*** Stored data Section Begins ***

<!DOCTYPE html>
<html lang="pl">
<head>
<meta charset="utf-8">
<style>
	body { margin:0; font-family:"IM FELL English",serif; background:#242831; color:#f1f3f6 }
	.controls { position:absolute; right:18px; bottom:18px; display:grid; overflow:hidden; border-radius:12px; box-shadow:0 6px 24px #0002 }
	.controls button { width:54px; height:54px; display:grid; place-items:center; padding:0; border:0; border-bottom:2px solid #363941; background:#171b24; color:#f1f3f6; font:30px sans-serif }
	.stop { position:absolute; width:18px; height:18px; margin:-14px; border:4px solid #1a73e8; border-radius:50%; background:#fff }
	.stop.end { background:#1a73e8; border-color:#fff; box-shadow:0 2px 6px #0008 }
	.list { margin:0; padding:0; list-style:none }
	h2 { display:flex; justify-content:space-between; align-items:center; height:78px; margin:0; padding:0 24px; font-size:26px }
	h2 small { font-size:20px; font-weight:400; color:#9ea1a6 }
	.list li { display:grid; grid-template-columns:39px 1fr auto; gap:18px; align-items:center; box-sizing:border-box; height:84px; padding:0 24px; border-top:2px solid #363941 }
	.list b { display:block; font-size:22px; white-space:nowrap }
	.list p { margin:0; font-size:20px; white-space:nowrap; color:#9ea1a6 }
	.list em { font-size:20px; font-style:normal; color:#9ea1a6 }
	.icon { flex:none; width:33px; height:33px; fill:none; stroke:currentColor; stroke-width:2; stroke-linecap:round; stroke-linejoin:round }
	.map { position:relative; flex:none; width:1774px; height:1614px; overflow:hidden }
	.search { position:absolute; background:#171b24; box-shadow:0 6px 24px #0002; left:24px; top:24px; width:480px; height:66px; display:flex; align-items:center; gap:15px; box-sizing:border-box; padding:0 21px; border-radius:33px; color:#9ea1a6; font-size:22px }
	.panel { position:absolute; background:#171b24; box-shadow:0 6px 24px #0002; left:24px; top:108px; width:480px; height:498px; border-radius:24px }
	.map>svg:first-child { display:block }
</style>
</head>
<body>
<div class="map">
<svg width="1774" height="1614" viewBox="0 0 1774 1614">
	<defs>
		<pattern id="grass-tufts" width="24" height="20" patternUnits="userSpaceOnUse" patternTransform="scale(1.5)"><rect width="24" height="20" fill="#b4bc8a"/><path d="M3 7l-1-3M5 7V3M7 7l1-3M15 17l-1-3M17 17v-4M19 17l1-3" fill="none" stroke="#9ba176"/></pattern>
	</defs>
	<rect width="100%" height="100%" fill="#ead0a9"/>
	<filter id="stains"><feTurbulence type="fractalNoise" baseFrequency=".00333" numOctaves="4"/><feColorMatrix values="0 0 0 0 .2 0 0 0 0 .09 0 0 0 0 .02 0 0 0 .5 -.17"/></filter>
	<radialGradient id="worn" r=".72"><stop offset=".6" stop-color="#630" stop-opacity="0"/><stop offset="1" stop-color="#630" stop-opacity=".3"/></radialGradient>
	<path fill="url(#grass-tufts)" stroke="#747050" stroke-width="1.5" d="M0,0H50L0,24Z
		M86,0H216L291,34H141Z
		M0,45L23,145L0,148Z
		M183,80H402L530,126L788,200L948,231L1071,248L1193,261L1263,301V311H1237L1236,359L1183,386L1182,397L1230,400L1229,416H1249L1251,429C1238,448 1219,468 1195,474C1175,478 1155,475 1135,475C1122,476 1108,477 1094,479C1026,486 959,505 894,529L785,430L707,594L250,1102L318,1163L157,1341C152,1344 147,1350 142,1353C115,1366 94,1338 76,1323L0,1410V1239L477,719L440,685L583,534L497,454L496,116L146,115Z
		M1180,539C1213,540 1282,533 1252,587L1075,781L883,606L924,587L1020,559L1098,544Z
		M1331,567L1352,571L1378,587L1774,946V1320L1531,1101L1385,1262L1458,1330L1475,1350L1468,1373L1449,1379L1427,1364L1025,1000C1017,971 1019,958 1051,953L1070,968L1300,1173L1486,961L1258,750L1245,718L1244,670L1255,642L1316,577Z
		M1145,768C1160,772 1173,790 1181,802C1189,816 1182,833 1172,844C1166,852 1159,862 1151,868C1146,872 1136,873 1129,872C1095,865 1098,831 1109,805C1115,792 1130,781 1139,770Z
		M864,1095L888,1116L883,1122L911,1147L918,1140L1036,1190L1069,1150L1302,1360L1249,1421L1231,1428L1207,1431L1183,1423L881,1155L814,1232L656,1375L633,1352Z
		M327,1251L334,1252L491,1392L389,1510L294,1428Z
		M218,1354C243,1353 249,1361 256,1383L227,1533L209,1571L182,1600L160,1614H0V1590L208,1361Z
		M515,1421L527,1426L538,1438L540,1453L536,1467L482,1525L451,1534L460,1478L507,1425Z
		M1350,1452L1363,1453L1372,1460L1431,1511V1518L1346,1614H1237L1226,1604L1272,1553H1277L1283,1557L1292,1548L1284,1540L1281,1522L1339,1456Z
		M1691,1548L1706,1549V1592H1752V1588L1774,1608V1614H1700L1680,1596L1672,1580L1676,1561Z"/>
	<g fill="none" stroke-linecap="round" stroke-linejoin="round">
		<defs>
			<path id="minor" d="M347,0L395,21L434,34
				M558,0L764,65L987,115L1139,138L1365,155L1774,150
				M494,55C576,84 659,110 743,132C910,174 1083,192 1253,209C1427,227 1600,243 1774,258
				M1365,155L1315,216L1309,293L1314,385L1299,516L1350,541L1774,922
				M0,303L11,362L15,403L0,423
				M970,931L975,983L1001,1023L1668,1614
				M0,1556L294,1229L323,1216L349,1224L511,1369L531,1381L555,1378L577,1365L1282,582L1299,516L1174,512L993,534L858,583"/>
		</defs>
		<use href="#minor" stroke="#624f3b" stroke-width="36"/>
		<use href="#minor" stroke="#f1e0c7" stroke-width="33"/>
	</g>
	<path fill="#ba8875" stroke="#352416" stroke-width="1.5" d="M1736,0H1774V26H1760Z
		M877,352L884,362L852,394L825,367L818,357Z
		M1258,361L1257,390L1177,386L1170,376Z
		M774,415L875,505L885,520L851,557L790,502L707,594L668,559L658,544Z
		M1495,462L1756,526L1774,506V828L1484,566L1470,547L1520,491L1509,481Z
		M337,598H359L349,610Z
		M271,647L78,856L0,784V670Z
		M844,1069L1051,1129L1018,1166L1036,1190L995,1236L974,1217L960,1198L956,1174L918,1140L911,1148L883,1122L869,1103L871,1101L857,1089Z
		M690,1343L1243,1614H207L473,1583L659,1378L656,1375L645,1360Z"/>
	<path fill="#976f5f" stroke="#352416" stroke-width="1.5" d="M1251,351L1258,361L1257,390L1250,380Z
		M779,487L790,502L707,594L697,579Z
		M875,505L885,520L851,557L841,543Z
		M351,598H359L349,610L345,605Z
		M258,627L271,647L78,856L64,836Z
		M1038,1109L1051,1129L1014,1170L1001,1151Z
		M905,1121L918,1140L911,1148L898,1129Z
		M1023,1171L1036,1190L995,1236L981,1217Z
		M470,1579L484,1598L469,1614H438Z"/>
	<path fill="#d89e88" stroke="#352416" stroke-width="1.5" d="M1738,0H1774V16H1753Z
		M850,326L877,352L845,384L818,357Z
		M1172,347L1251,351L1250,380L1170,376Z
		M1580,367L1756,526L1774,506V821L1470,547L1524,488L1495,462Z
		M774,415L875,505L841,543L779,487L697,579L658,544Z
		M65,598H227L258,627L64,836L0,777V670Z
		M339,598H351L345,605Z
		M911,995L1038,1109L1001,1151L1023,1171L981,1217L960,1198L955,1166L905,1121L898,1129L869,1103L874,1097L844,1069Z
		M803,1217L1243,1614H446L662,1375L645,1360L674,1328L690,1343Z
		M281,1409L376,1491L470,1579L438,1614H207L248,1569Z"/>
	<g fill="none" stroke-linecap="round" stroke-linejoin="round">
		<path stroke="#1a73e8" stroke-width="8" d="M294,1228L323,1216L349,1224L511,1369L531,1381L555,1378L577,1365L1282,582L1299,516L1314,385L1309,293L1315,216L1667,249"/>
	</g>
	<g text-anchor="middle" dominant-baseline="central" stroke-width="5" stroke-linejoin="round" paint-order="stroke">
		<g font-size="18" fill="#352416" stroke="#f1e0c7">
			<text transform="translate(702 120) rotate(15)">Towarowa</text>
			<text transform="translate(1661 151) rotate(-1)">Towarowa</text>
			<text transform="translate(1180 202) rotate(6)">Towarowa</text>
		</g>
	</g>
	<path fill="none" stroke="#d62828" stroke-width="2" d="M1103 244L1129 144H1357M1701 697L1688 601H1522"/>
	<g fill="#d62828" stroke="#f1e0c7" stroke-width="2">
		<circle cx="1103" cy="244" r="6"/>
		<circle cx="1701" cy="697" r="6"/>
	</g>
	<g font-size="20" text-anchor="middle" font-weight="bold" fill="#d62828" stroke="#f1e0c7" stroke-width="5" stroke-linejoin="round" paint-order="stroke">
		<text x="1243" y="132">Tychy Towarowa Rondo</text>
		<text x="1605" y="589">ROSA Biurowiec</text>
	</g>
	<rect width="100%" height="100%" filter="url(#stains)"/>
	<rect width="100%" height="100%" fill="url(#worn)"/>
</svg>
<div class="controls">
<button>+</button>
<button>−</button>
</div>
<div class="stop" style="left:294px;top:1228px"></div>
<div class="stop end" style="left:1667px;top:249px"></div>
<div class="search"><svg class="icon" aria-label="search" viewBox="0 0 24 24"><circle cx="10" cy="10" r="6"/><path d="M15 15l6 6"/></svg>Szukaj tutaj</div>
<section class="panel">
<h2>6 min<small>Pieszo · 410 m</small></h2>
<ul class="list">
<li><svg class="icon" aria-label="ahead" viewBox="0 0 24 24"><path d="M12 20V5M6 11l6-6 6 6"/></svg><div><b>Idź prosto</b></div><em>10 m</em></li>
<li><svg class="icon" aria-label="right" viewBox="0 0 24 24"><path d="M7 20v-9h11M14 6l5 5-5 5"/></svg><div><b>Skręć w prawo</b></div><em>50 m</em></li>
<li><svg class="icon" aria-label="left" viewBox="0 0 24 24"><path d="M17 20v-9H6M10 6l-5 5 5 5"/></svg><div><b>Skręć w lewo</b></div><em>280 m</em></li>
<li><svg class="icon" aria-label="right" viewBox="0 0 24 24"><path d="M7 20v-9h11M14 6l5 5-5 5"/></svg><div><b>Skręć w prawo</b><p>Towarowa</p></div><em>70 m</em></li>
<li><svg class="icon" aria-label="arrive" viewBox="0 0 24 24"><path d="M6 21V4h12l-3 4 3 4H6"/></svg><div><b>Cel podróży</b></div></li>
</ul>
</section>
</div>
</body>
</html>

*** Stored data Section Ends ***

### What you need to do
Transcribe, exactly as written, all lines of the entries above from the first to the one containing "#0002; left:24px; top:108px;", and no more.

### Answer area
<!DOCTYPE html>
<html lang="pl">
<head>
<meta charset="utf-8">
<style>
	body { margin:0; font-family:"IM FELL English",serif; background:#242831; color:#f1f3f6 }
	.controls { position:absolute; right:18px; bottom:18px; display:grid; overflow:hidden; border-radius:12px; box-shadow:0 6px 24px #0002 }
	.controls button { width:54px; height:54px; display:grid; place-items:center; padding:0; border:0; border-bottom:2px solid #363941; background:#171b24; color:#f1f3f6; font:30px sans-serif }
	.stop { position:absolute; width:18px; height:18px; margin:-14px; border:4px solid #1a73e8; border-radius:50%; background:#fff }
	.stop.end { background:#1a73e8; border-color:#fff; box-shadow:0 2px 6px #0008 }
	.list { margin:0; padding:0; list-style:none }
	h2 { display:flex; justify-content:space-between; align-items:center; height:78px; margin:0; padding:0 24px; font-size:26px }
	h2 small { font-size:20px; font-weight:400; color:#9ea1a6 }
	.list li { display:grid; grid-template-columns:39px 1fr auto; gap:18px; align-items:center; box-sizing:border-box; height:84px; padding:0 24px; border-top:2px solid #363941 }
	.list b { display:block; font-size:22px; white-space:nowrap }
	.list p { margin:0; font-size:20px; white-space:nowrap; color:#9ea1a6 }
	.list em { font-size:20px; font-style:normal; color:#9ea1a6 }
	.icon { flex:none; width:33px; height:33px; fill:none; stroke:currentColor; stroke-width:2; stroke-linecap:round; stroke-linejoin:round }
	.map { position:relative; flex:none; width:1774px; height:1614px; overflow:hidden }
	.search { position:absolute; background:#171b24; box-shadow:0 6px 24px #0002; left:24px; top:24px; width:480px; height:66px; display:flex; align-items:center; gap:15px; box-sizing:border-box; padding:0 21px; border-radius:33px; color:#9ea1a6; font-size:22px }
	.panel { position:absolute; background:#171b24; box-shadow:0 6px 24px #0002; left:24px; top:108px; width:480px; height:498px; border-radius:24px }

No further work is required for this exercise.